A study published in the March edition of the Journal of the Academy of Nutrition and Dietetics reviewed 27 scholarly articles that looked for links between diet and acne. The authors said a growing body of evidence suggests a relationship.
One of the authors, dietitian and doctoral candidate Jennifer Burris, said researchers plan to conduct some randomized, controlled trials to look at how dairy and, separately, high-glycemic foods affect acne.
Stephanie Cundith, a registered dietitian with the Midwest Dairy Council, said it's important to note that teenagers, who are at the peak of their growth, need calcium for proper bone development. Milk, she said, contains both calcium and vitamin D, which helps with the absorption of calcium. “Dairy's role in a healthy diet has long been established by the nutrition and science community,” Cundith said.
Schlessinger said people have other ways to get calcium and vitamin D, such as fortified orange juice or almond milk. Shehan said people can take calcium and vitamin D supplements.

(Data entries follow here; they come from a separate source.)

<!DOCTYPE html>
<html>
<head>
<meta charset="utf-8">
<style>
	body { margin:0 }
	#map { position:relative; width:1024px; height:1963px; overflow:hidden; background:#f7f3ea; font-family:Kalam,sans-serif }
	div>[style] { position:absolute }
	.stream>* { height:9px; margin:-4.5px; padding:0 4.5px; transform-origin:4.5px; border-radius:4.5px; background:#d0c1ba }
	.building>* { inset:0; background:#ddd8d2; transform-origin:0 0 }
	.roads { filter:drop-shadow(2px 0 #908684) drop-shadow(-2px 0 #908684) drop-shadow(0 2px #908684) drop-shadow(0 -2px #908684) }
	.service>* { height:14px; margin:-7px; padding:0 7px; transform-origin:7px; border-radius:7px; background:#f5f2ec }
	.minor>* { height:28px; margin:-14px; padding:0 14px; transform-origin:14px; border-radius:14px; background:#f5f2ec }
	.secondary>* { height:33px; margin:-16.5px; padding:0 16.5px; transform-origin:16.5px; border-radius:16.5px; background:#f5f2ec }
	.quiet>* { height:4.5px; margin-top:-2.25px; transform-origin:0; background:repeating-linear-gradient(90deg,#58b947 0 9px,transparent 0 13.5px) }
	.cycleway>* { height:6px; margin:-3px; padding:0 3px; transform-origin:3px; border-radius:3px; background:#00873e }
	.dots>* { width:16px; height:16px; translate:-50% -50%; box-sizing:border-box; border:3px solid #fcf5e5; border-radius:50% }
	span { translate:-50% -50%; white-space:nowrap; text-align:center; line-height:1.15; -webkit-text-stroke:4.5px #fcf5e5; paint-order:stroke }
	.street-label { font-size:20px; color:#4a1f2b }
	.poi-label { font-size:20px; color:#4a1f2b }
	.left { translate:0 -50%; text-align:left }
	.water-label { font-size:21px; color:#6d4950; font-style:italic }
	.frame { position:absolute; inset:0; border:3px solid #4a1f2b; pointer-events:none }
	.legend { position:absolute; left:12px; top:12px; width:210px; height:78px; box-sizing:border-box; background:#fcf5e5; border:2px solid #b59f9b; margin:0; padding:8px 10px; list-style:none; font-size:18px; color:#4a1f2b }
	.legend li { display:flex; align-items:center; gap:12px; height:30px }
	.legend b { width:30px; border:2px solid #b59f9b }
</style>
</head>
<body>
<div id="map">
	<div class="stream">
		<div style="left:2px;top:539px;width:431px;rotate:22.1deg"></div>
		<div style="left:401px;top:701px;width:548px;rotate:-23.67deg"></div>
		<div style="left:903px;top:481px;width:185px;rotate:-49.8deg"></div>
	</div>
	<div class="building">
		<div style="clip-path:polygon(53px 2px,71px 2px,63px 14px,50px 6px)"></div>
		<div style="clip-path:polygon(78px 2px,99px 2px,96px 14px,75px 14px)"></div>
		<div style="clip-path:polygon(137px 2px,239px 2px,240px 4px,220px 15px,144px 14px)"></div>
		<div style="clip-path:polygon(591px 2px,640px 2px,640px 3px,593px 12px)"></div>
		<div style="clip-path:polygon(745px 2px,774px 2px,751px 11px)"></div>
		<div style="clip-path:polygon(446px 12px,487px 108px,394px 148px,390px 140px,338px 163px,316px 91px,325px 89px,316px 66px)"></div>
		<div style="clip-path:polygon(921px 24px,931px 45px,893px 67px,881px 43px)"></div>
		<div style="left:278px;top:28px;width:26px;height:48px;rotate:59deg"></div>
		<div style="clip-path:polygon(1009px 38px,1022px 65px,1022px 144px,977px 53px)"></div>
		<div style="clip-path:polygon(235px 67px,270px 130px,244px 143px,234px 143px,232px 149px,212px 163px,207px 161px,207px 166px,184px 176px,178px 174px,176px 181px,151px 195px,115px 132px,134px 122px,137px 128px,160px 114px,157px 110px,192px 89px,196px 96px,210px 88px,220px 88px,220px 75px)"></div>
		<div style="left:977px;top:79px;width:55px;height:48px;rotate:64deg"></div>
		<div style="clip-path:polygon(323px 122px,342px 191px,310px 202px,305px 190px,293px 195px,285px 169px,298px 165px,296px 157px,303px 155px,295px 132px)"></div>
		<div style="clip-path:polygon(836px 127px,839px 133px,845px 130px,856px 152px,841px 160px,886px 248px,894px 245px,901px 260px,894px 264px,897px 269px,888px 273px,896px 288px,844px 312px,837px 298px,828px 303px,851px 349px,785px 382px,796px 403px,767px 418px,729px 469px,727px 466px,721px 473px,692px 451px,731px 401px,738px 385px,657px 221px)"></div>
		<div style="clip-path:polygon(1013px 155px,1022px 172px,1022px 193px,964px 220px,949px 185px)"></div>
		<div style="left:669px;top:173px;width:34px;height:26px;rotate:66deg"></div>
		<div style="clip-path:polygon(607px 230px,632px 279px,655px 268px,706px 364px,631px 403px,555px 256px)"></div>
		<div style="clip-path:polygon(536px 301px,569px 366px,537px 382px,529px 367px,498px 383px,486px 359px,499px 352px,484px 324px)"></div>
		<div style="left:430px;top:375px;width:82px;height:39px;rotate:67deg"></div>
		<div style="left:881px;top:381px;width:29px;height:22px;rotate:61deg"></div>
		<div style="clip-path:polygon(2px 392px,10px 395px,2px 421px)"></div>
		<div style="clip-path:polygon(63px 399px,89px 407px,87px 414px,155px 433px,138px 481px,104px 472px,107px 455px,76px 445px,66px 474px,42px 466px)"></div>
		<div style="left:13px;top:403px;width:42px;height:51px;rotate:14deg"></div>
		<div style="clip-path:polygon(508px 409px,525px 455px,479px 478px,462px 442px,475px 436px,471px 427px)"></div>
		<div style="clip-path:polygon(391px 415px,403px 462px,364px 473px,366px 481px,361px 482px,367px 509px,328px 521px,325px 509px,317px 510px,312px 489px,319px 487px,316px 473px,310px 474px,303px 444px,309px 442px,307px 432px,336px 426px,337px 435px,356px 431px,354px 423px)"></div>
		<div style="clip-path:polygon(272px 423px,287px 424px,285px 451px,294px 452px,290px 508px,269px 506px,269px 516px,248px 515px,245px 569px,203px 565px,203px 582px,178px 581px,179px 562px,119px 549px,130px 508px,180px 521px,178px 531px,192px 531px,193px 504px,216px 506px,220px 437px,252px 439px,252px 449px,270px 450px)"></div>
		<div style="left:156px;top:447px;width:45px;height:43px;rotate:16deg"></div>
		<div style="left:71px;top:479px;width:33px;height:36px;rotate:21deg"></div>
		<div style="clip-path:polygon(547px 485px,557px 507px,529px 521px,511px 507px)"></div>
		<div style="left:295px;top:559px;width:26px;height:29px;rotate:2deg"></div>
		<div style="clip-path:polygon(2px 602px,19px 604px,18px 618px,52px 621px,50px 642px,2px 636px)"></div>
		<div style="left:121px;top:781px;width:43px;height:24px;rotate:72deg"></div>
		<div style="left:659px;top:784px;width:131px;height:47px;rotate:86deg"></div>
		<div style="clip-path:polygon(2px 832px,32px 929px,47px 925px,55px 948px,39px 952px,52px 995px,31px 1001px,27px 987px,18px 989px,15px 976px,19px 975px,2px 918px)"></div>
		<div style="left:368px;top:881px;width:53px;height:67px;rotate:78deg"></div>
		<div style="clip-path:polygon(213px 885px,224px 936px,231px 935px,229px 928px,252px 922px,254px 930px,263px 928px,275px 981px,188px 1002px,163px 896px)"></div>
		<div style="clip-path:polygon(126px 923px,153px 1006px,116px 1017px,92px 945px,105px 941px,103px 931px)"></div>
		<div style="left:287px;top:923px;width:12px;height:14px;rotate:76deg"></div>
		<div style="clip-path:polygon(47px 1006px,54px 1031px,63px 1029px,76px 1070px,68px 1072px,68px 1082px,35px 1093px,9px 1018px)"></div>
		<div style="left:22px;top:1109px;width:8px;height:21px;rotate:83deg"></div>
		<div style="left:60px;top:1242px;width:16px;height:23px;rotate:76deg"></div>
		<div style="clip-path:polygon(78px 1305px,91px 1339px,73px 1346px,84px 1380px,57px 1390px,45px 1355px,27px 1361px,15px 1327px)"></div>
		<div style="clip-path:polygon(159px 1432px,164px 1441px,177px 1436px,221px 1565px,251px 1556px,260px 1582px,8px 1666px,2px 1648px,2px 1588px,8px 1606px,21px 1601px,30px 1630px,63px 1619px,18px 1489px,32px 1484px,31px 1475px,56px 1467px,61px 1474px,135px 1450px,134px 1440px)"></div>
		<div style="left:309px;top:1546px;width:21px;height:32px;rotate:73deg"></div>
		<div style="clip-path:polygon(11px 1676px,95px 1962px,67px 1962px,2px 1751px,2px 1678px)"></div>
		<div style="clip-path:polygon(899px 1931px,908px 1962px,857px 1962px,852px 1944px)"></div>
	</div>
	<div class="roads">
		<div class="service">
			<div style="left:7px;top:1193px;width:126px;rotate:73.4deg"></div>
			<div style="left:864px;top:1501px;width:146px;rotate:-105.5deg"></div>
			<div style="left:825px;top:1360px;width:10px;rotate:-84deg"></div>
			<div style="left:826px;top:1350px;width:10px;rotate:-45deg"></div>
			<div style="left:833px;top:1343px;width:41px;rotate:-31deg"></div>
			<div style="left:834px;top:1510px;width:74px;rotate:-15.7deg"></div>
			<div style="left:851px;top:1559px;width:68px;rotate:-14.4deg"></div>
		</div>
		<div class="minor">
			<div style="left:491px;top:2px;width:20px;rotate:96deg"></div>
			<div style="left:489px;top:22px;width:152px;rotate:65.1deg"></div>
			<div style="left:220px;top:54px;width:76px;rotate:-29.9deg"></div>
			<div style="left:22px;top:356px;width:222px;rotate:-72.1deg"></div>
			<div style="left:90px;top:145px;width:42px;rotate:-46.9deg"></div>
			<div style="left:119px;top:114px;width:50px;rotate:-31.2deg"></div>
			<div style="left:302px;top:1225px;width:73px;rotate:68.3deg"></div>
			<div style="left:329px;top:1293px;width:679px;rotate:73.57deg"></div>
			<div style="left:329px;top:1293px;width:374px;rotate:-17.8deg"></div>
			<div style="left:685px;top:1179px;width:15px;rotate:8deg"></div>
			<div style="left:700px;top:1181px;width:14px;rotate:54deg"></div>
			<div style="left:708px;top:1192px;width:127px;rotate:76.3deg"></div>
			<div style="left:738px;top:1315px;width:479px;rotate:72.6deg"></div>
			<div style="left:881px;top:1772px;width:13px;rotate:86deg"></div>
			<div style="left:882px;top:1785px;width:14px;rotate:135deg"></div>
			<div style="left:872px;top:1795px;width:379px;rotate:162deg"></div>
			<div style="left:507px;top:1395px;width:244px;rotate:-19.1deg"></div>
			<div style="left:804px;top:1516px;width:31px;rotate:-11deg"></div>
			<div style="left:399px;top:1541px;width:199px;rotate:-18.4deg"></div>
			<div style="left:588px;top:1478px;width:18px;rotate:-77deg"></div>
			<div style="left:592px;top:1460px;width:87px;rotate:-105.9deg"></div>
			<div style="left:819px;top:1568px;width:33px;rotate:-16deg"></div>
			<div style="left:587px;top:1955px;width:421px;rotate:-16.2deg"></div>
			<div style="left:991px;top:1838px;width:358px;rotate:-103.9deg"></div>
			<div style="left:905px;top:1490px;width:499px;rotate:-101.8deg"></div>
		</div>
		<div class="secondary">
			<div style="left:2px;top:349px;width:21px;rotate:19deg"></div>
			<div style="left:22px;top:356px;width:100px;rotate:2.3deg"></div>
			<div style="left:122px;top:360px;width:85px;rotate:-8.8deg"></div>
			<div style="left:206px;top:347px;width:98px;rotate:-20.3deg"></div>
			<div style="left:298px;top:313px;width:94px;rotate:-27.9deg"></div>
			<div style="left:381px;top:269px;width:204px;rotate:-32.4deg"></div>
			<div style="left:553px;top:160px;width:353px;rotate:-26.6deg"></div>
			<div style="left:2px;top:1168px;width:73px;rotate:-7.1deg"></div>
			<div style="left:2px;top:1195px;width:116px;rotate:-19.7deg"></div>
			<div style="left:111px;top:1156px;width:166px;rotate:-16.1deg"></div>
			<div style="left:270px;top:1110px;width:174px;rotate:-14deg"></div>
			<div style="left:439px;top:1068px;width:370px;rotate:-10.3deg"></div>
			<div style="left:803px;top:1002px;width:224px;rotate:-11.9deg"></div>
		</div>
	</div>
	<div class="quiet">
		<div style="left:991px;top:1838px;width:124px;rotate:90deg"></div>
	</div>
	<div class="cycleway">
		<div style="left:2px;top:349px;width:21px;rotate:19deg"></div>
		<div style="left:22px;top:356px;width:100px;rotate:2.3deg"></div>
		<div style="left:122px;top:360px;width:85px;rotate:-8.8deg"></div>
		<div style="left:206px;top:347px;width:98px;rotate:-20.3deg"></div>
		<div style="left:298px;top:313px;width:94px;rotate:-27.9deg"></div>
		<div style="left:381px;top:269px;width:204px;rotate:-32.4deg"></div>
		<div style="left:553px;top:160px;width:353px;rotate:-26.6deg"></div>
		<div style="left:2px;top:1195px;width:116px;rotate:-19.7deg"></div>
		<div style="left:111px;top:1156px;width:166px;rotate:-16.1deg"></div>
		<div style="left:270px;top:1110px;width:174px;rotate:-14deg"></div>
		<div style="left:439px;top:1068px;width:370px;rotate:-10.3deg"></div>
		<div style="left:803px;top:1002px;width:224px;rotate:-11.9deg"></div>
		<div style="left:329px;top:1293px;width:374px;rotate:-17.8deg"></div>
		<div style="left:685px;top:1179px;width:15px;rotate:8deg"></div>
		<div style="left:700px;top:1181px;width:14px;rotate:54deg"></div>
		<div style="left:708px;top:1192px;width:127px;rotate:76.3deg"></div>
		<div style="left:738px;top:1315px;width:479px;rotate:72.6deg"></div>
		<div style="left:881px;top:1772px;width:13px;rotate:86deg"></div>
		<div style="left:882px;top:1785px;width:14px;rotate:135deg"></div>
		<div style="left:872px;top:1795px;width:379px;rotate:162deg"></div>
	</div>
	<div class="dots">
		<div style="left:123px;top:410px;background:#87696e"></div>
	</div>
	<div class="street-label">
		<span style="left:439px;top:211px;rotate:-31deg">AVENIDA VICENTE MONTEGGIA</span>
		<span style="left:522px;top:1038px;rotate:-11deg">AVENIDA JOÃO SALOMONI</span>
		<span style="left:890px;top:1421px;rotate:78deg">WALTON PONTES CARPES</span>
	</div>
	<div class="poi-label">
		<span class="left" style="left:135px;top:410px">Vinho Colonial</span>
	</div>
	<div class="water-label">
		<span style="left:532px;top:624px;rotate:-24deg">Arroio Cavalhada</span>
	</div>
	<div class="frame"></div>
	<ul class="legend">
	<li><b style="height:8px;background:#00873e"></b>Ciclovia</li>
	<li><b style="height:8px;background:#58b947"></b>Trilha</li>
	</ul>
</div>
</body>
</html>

The American Academy of Dermatology, in a statement issued earlier this month, said the strongest evidence of a link between diet and acne comes from glycemic index studies, which show that low-glycemic diets may improve acne. A review of recent studies shows the link between dairy and acne appears weak, the statement reads, with the strongest association being to skim milk.
“Based on the studies we now have available, the evidence suggests that diet does play a role in acne,” the academy researcher said. “More studies are definitely needed in this area, but they are not easy studies to execute. Patients can be their own best detectives in determining possible food triggers for acne.”